Robert Mugabe on Wednesday accused the UN Security Council of wielding an “insatiable appetite for war” as he condemned NATO’s campaign that helped topple Libya’s Muammar Gaddafi.

The 88-year-old firebrand critic of the West told the UN General Assembly that NATO’s “military hegemony” in Libya showed how the alliance’s members are “inspired by the arrogant belief that they are the most powerful among us.”

He began by departing from his prepared speech to respond to US President Barack Obama’s address to the UN General Assembly on Tuesday in which he paid tribute to his slain envoy to Libya, Chris Stevens, who was killed in a terrorist raid on the US Consulate in Benghazi on September 11.

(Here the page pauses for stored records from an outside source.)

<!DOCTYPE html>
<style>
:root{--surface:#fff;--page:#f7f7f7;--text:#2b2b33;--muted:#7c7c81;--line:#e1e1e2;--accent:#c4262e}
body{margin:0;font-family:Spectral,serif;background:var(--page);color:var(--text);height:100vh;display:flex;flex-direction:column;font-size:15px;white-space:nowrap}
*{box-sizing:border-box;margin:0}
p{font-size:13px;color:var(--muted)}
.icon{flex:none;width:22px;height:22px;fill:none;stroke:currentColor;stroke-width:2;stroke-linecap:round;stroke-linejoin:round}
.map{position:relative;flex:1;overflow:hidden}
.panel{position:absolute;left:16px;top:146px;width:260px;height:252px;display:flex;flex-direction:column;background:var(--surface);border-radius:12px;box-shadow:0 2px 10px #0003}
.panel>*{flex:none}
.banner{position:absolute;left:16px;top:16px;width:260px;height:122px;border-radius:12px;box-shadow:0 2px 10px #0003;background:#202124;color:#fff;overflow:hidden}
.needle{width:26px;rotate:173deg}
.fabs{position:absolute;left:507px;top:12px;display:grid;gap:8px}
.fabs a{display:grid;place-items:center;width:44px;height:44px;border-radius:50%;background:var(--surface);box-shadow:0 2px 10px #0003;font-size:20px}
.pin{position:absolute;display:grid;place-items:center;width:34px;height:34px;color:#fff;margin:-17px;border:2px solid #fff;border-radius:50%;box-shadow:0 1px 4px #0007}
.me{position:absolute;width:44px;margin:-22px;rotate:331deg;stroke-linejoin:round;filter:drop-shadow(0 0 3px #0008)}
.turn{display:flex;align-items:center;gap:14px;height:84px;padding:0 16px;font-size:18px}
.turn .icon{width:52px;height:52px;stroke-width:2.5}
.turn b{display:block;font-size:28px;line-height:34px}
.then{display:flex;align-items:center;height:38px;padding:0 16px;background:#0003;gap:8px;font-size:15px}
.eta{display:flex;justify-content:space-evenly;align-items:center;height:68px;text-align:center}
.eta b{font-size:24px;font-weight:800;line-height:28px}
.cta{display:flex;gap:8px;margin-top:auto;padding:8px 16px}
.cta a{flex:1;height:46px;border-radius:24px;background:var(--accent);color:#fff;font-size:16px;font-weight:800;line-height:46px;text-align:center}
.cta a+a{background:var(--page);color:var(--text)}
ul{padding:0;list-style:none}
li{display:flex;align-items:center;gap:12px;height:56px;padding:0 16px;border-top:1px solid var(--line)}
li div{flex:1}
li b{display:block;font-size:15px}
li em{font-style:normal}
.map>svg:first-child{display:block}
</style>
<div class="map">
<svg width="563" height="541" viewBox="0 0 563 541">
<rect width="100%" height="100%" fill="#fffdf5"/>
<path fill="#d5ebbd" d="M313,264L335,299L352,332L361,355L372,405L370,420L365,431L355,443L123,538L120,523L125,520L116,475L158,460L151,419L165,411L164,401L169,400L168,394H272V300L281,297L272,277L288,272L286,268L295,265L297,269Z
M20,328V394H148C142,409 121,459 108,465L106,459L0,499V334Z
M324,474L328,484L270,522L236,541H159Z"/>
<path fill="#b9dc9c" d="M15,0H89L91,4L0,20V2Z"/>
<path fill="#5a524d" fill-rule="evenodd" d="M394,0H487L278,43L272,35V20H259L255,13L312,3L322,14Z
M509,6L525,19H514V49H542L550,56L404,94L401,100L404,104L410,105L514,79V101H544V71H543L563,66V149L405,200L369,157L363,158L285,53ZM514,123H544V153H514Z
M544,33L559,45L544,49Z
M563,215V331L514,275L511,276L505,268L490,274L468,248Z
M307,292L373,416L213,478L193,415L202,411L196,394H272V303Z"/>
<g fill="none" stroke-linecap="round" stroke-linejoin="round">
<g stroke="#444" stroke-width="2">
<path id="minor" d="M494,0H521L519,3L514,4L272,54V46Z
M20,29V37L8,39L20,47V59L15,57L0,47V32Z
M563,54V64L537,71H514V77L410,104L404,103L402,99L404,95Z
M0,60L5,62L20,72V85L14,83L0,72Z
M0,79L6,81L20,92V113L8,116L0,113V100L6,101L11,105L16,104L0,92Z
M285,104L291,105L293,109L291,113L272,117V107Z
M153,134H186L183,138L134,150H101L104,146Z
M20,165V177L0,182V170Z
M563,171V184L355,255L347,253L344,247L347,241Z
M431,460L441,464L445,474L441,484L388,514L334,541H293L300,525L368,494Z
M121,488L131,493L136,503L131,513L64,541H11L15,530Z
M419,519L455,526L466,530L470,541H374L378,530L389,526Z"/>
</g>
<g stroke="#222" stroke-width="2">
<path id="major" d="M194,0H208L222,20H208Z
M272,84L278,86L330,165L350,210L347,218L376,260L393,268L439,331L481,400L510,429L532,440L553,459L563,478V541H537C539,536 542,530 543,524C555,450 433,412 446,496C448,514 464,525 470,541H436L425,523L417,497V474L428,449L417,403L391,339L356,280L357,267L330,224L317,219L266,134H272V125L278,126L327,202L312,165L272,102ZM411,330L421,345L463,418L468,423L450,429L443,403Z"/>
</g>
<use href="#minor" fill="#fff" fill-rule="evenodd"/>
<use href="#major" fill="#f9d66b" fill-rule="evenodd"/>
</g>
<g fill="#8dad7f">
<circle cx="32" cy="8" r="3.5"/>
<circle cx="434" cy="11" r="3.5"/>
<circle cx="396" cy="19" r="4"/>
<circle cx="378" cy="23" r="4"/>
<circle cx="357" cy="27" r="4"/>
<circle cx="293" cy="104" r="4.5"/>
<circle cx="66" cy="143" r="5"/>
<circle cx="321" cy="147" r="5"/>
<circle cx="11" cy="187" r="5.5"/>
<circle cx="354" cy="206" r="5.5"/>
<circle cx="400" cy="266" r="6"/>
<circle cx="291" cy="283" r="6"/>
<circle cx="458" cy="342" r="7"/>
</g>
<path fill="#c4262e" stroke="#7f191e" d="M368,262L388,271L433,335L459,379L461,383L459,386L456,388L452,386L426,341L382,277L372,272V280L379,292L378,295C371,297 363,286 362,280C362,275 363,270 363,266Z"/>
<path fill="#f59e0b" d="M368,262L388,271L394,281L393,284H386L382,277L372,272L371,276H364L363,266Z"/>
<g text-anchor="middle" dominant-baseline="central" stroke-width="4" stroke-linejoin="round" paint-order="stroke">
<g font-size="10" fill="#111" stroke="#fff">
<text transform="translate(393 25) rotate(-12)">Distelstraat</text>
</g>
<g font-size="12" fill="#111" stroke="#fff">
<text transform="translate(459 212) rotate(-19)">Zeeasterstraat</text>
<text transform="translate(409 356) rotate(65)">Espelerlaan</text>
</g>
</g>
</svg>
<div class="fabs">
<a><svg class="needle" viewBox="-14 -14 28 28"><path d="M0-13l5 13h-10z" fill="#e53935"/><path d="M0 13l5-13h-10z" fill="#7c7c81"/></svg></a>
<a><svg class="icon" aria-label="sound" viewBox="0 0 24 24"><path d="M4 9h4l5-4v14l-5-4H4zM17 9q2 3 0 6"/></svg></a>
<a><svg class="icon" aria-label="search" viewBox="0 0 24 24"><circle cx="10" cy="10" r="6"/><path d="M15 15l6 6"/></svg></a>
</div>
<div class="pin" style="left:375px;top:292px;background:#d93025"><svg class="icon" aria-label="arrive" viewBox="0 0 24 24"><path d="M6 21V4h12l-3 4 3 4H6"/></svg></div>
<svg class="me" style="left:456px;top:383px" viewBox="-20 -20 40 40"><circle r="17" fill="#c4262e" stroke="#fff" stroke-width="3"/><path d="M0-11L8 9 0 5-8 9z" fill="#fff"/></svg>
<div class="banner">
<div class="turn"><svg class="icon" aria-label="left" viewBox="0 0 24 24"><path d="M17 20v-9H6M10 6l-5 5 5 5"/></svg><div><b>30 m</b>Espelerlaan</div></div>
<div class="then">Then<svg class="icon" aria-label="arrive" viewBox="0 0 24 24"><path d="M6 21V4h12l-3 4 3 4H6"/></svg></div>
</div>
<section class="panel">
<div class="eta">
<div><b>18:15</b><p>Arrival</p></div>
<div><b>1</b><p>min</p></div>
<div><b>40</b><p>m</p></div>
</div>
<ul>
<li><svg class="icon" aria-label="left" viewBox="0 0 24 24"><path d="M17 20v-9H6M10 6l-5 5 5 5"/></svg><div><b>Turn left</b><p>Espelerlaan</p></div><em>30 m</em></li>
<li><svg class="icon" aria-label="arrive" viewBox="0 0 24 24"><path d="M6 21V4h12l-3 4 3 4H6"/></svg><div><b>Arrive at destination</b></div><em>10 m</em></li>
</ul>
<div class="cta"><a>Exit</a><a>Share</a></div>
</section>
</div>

Mugabe told world leaders: “May I preface my speech with reference to the most glowing and most moving speech we listened to from the President of the United States, the import of which was to get us to condemn the tragic death of the US ambassador to Libya. I’m sure we were all moved, we agree it was a tragic death and we condemn it.

“But a year ago, we saw a barbaric and brutal death of the head of state of Libya, a representative of his country, a member of the African Union. That death occurred in the context in which NATO was operating supposedly in order to protect civilians.

“As we in spirit join the United States in condemning Stevens’ death, shall the United States also join us in condemning that barbaric death of the head of state of Libya, Gaddafi?”

Mugabe said Gaddafi’s death was “a great loss to Africa, a tragic loss to Africa”.

“The [NATO] mission was strictly to protect civilians, but it turned out that there was a hunt, a brutal hunt for Gaddafi and his family. They were sought; NATO caught up with them and they suffered the brutal deaths that we know about.”

The African Union’s peacemaking efforts in Libya were “defied, ignored and humiliated,” he added.

“May we urge the international community to collectively nip this dangerous and unwelcome development before it festers,” he told world leaders.

NATO launched military strikes last year after the Security Council passed two resolutions on protecting civilians from Gaddafi’s crackdown to put down a rebellion. The new Libyan government and the West have hailed the campaign but Russia, China and others say now that they were tricked into accepting the action.

The Security Council ignores attempts to peacefully end disputes, Mugabe stormed.

“In contrast there appears to be an insatiable appetite for war, embargoes, sanctions and other punitive actions,” he said.

Mugabe, whose country still faces sanctions by many western countries, also said the UN’s “responsibility to protect” concept had been “seriously abused” and trespassed on the sovereignty of individual states.